■ AVAILABLE DATA ■
↓↓↓

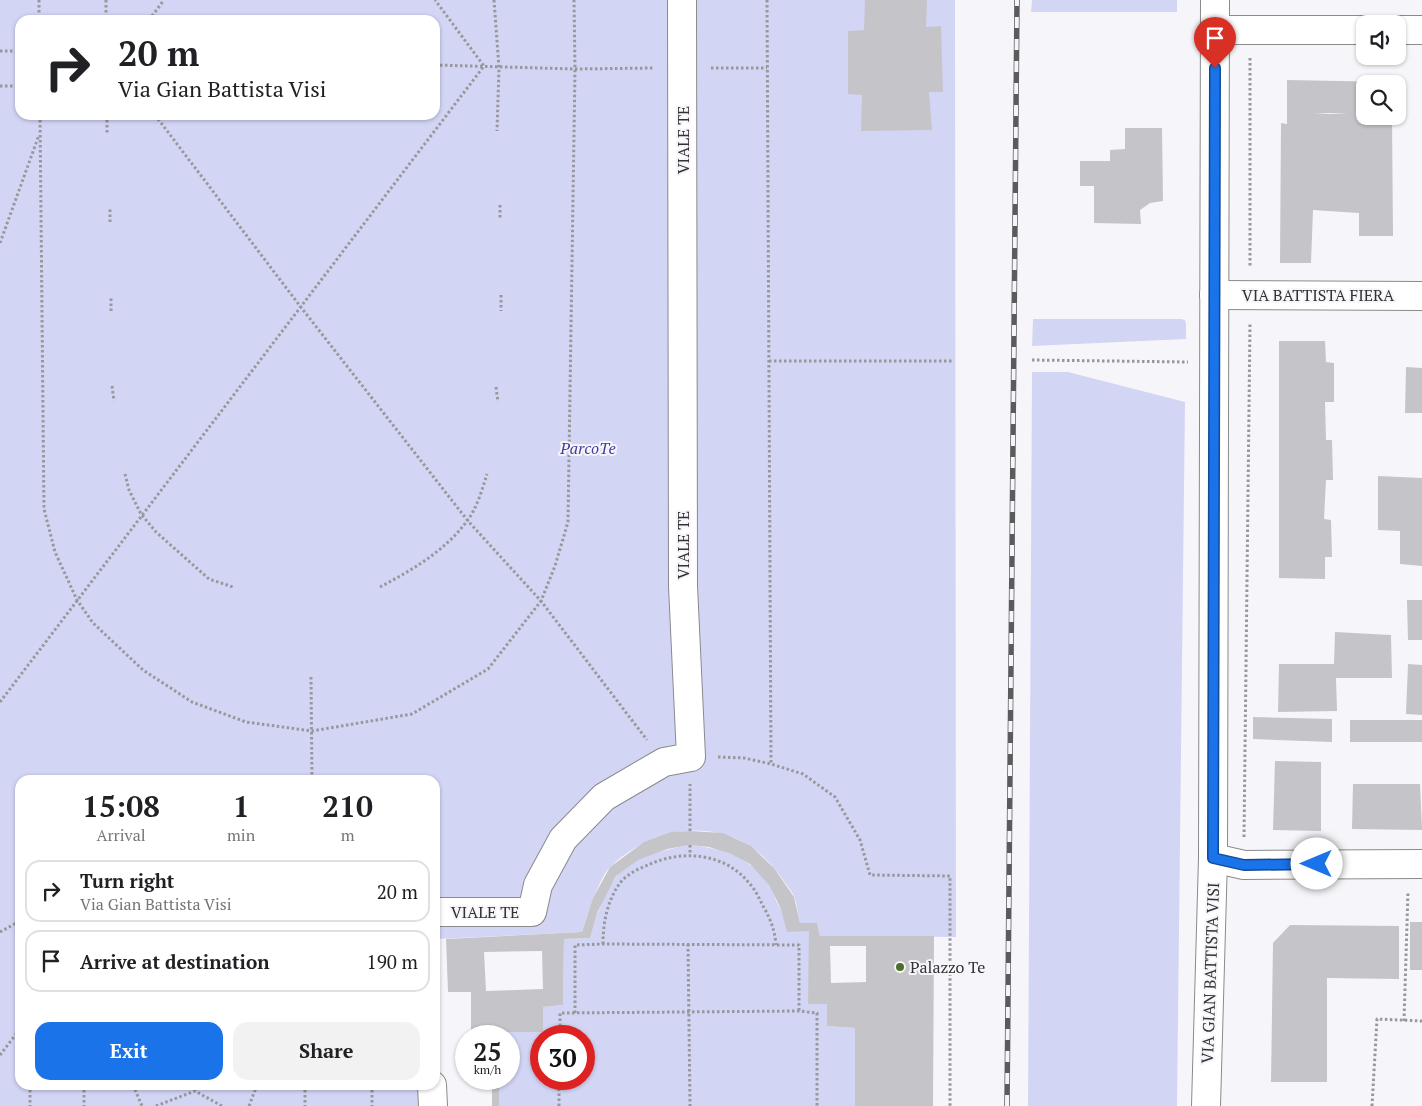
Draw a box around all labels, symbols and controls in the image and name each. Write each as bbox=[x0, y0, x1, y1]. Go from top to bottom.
map controls bbox=[1356, 15, 1406, 125]
button: sound bbox=[1356, 15, 1406, 65]
pin bbox=[1194, 17, 1236, 68]
icon: arrive bbox=[1201, 24, 1229, 52]
text: 20 m bbox=[118, 30, 199, 76]
icon: right bbox=[35, 35, 100, 100]
text: Via Gian Battista Visi bbox=[118, 74, 326, 103]
button: search bbox=[1356, 75, 1406, 125]
street label: VIALE TE bbox=[672, 106, 694, 174]
street label: VIA BATTISTA FIERA bbox=[1242, 284, 1394, 306]
park label: ParcoTe bbox=[559, 437, 616, 459]
street label: VIALE TE bbox=[672, 511, 694, 579]
text: 15:08 bbox=[82, 786, 160, 826]
text: 1 bbox=[233, 786, 250, 826]
text: 210 bbox=[322, 786, 373, 826]
text: Arrival bbox=[96, 824, 146, 846]
text: min bbox=[227, 824, 255, 846]
text: m bbox=[341, 824, 354, 846]
position arrow bbox=[1290, 837, 1342, 889]
text: Turn right bbox=[80, 868, 174, 893]
icon: right bbox=[37, 877, 65, 905]
text: 20 m bbox=[377, 879, 418, 904]
street label: VIA GIAN BATTISTA VISI bbox=[1196, 882, 1224, 1064]
text: Via Gian Battista Visi bbox=[80, 893, 232, 915]
street label: VIALE TE bbox=[451, 901, 519, 923]
icon: arrive bbox=[37, 947, 65, 975]
text: Arrive at destination bbox=[80, 949, 269, 974]
text: 190 m bbox=[367, 949, 418, 974]
place label: Palazzo Te bbox=[910, 956, 985, 978]
marker: Palazzo Te bbox=[894, 961, 906, 973]
button: Exit bbox=[35, 1022, 223, 1080]
button: Share bbox=[233, 1022, 420, 1080]
speed limit sign: 30 bbox=[530, 1025, 595, 1090]
text: 25 bbox=[473, 1035, 502, 1068]
text: km/h bbox=[474, 1062, 501, 1077]

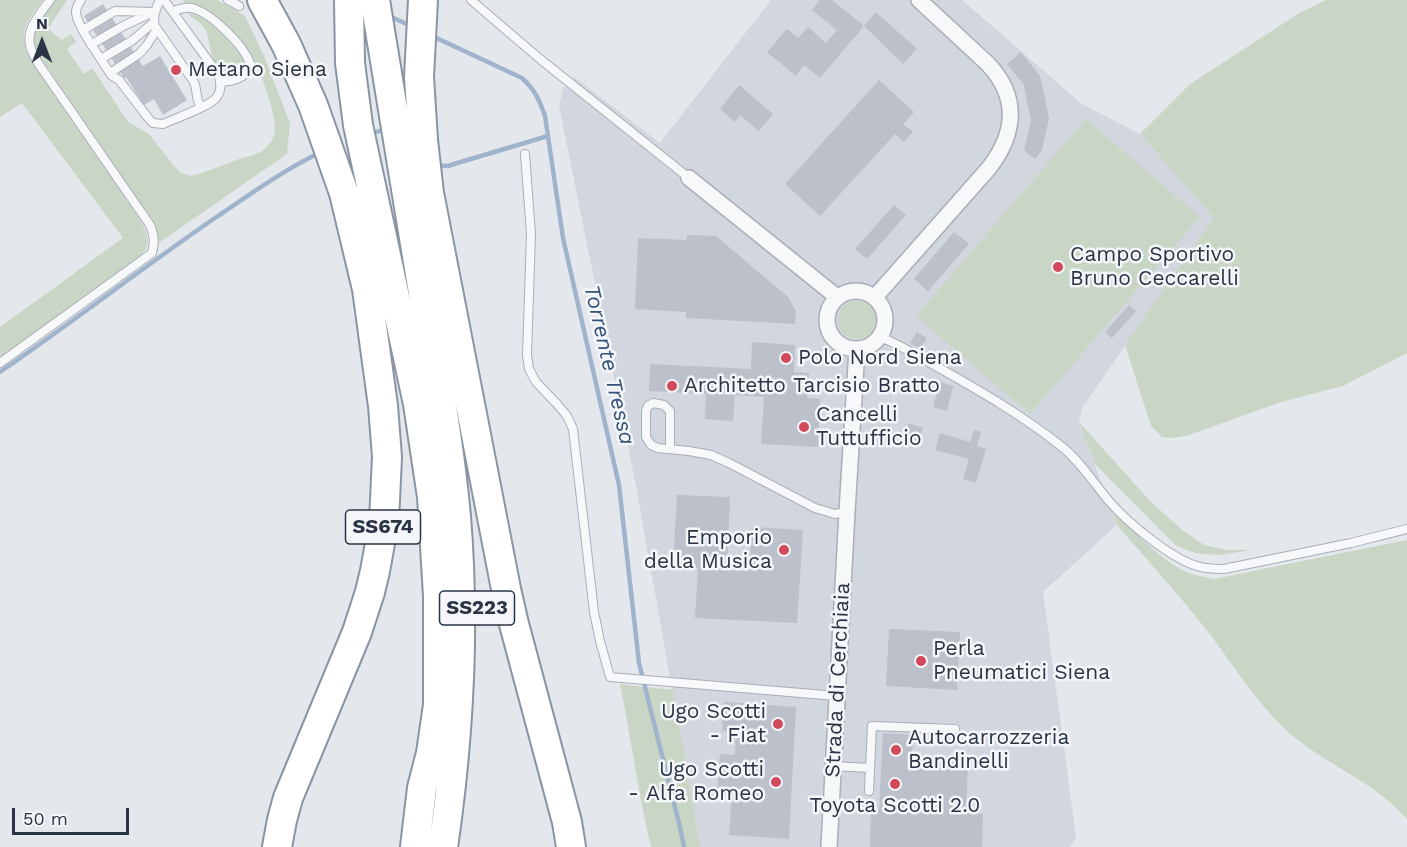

↑↑↑

All entries must be written out again exactly as given, with no pictures in the copy.

■ ANSWER TO THIS EXERCISE ■
Draw a box around all labels, symbols and controls in the image and name each. Write each as bbox=[x0, y0, x1, y1]. Go from top to bottom.
map controls bbox=[1356, 15, 1406, 125]
button: sound bbox=[1356, 15, 1406, 65]
pin bbox=[1194, 17, 1236, 68]
icon: arrive bbox=[1201, 24, 1229, 52]
text: 20 m bbox=[118, 30, 199, 76]
icon: right bbox=[35, 35, 100, 100]
text: Via Gian Battista Visi bbox=[118, 74, 326, 103]
button: search bbox=[1356, 75, 1406, 125]
street label: VIALE TE bbox=[672, 106, 694, 174]
street label: VIA BATTISTA FIERA bbox=[1242, 284, 1394, 306]
park label: ParcoTe bbox=[559, 437, 616, 459]
street label: VIALE TE bbox=[672, 511, 694, 579]
text: 15:08 bbox=[82, 786, 160, 826]
text: 1 bbox=[233, 786, 250, 826]
text: 210 bbox=[322, 786, 373, 826]
text: Arrival bbox=[96, 824, 146, 846]
text: min bbox=[227, 824, 255, 846]
text: m bbox=[341, 824, 354, 846]
position arrow bbox=[1290, 837, 1342, 889]
text: Turn right bbox=[80, 868, 174, 893]
icon: right bbox=[37, 877, 65, 905]
text: 20 m bbox=[377, 879, 418, 904]
street label: VIA GIAN BATTISTA VISI bbox=[1196, 882, 1224, 1064]
text: Via Gian Battista Visi bbox=[80, 893, 232, 915]
street label: VIALE TE bbox=[451, 901, 519, 923]
icon: arrive bbox=[37, 947, 65, 975]
text: Arrive at destination bbox=[80, 949, 269, 974]
text: 190 m bbox=[367, 949, 418, 974]
place label: Palazzo Te bbox=[910, 956, 985, 978]
marker: Palazzo Te bbox=[894, 961, 906, 973]
button: Exit bbox=[35, 1022, 223, 1080]
button: Share bbox=[233, 1022, 420, 1080]
speed limit sign: 30 bbox=[530, 1025, 595, 1090]
text: 25 bbox=[473, 1035, 502, 1068]
text: km/h bbox=[474, 1062, 501, 1077]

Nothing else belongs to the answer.